An aspect of the invention is to provide a smart network system applied to communication between an addressing wireless display device and a smart slide-on-strap terminal device to increase the applications of the smart slide-on-strap terminal device and even enhance the functions of the smart slide-on-strap terminal device by the smart network system, and to facilitate the overall integrity of the outlook of the smart slide-on-strap terminal device by disposing the slide-on-strap touch-sensing structure on the smart slide-on-strap terminal device. In details, the smart slide-on-strap terminal device has the slide-on-strap touch-sensing structure, which has the touch input function and is disposed on the strap, and a processing unit produces the corresponding operation instruction according to the user's input. A wireless module transmits the operation instruction to the addressing wireless display device to remotely control the electronic device, and to enhance the functions possessed by the smart slide-on-strap terminal device. Meanwhile, the design of the slide-on-strap touch-sensing structure can further need no more physical buttons, so that the overall integrity of the outlook of the slide-on-strap touch-sensing structure is maintained.

A smart network system comprises at least one addressing wireless display device; and a smart slide-on-strap terminal device. The smart slide-on-strap terminal device communicates with the addressing wireless display device. The smart slide-on-strap terminal device comprises a body, a wireless module, a processing unit, and at least one slide-on-strap touch-sensing structure. The body has a strap. The wireless module is disposed on the body. The processing unit is coupled to the wireless module. The slide-on-strap touch-sensing structure is disposed on the strap and coupled to the processing unit. The slide-on-strap touch-sensing structure senses at least one trigger event to remotely control the addressing wireless display device.

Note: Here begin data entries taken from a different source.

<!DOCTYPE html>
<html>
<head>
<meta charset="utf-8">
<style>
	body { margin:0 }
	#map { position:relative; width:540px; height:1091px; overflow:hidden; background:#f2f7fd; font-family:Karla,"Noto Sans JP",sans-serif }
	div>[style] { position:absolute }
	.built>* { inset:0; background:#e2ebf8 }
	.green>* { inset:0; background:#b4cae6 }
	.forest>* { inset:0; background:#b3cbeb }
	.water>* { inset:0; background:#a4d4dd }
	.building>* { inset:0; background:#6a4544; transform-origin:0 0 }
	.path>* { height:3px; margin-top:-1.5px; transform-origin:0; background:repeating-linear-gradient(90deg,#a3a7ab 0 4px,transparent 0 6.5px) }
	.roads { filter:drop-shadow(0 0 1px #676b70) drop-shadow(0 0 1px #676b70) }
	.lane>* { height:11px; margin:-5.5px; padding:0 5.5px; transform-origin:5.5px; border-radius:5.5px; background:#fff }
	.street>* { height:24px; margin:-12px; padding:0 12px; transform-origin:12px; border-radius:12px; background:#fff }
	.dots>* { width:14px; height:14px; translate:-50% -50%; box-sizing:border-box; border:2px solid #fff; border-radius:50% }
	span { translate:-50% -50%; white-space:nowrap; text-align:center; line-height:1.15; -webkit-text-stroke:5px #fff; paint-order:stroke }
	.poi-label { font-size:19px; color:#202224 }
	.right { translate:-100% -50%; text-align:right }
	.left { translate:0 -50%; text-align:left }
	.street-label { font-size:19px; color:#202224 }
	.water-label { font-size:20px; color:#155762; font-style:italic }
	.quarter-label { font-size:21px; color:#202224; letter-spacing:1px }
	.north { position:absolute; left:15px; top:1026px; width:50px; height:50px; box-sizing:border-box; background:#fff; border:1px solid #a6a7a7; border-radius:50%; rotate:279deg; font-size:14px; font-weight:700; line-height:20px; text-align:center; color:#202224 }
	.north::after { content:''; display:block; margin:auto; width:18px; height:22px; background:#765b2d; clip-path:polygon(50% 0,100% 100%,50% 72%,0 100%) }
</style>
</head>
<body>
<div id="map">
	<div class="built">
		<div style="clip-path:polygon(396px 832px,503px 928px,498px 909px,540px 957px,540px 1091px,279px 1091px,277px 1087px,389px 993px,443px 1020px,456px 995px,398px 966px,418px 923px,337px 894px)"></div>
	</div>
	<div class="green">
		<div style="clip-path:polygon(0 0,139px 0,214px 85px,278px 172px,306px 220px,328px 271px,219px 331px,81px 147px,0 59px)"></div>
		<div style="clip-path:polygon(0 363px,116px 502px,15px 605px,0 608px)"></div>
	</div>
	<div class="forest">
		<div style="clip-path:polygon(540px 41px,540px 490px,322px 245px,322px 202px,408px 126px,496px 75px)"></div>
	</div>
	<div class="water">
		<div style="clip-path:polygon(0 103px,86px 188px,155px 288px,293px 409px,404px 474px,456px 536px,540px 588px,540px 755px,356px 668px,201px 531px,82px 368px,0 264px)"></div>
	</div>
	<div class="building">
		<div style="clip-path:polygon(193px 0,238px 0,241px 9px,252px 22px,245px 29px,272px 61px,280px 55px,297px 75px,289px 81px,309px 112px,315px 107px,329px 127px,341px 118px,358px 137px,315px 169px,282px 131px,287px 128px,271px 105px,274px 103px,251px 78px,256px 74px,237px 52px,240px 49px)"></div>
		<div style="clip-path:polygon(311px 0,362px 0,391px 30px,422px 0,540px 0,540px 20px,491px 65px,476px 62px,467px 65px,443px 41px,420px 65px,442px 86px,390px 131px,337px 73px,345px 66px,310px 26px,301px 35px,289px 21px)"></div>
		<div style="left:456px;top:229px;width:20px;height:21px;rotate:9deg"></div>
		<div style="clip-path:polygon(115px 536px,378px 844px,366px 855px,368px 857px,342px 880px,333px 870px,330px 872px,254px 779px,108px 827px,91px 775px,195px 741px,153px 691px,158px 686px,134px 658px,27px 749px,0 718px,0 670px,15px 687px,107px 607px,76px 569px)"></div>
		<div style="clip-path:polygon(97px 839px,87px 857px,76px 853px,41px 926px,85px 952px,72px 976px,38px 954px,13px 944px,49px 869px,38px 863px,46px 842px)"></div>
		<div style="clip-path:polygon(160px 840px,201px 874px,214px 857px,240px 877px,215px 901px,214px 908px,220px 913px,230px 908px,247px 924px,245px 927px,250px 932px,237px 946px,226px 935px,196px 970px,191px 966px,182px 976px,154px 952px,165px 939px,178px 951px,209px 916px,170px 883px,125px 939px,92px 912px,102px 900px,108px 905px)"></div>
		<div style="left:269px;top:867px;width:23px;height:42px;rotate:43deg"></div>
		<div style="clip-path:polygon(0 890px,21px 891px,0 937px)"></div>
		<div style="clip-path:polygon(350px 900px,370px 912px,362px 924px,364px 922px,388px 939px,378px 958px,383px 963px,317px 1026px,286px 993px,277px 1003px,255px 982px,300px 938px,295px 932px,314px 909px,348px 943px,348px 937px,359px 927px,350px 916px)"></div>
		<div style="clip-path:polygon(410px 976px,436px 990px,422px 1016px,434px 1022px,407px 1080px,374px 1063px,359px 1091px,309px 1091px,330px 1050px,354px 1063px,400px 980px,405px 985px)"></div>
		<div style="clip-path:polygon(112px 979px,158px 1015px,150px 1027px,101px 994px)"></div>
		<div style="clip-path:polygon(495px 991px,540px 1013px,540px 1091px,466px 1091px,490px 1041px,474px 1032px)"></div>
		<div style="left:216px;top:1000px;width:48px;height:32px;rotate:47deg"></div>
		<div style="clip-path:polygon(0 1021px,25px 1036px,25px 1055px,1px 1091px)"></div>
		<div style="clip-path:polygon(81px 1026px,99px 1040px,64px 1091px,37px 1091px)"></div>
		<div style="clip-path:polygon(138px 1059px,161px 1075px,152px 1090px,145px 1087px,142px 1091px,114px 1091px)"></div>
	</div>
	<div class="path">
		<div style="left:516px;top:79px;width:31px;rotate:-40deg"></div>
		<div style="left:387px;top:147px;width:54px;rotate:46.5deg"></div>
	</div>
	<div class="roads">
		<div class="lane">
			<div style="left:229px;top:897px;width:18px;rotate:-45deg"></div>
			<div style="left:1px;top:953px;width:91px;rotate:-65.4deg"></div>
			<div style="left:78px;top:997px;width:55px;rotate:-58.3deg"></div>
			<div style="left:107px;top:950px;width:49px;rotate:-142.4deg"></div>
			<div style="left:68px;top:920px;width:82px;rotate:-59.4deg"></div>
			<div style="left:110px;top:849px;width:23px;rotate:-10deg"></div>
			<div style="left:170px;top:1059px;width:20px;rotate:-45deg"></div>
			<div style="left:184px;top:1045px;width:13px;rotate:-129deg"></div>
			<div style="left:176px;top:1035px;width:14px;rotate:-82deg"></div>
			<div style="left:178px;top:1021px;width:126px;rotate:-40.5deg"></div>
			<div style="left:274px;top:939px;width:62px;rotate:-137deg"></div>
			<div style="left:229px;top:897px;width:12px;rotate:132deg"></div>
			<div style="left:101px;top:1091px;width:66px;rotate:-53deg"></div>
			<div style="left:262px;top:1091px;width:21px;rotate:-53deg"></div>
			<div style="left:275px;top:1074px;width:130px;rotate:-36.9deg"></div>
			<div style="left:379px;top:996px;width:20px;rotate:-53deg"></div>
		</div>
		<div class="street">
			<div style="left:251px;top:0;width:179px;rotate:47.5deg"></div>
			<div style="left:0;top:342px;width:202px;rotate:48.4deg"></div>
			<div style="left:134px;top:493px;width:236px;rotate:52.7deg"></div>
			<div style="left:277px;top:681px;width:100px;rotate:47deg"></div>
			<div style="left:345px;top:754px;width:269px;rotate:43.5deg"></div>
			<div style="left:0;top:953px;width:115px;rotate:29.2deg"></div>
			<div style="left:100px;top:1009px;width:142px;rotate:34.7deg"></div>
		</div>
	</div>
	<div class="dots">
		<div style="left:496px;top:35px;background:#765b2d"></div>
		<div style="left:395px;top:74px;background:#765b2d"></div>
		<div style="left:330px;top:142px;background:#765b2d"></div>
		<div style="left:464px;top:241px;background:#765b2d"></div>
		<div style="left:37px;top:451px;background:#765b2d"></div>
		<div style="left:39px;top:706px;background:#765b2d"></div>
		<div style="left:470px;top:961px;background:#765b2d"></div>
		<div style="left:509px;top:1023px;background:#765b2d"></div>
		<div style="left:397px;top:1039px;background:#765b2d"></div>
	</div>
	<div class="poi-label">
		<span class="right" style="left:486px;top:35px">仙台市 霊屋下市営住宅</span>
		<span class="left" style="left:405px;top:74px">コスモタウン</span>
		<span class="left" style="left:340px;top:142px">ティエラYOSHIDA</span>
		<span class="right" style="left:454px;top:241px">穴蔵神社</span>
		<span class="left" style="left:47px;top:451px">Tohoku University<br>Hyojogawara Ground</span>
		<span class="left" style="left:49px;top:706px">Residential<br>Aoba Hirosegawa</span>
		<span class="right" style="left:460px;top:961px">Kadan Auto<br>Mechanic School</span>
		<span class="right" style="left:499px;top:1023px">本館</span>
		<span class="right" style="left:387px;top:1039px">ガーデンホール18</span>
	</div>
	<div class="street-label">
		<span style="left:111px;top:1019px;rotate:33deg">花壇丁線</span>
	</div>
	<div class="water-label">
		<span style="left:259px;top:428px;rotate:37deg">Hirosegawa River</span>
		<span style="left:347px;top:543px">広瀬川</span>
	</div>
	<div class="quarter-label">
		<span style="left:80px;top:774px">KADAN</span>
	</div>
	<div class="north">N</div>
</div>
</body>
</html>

In one embodiment, the smart slide-on-strap terminal device comprises a smart bracelet, a smart watch, or a smart ring.

In one embodiment, the strap comprises a watchband of the smart watch, a strap of the smart bracelet or a circle of the smart ring.

In one embodiment, the slide-on-strap touch-sensing structure is a capacitive touch-sensing structure.

In one embodiment, a central line is disposed on a surface of the strap to divide the slide-on-strap touch-sensing structure into two touch-sensing areas to simulate functions of two physical buttons of a mouse.

In one embodiment, the trigger event comprises a trigger quantity, a trigger quantity distribution, a trigger morphology (which can refer to trigger appearance), a trigger time, a trigger location (which can refer to trigger position) or a trigger frequency.

In one embodiment, the processing unit receives a signal generated by the trigger event to execute an operation instruction.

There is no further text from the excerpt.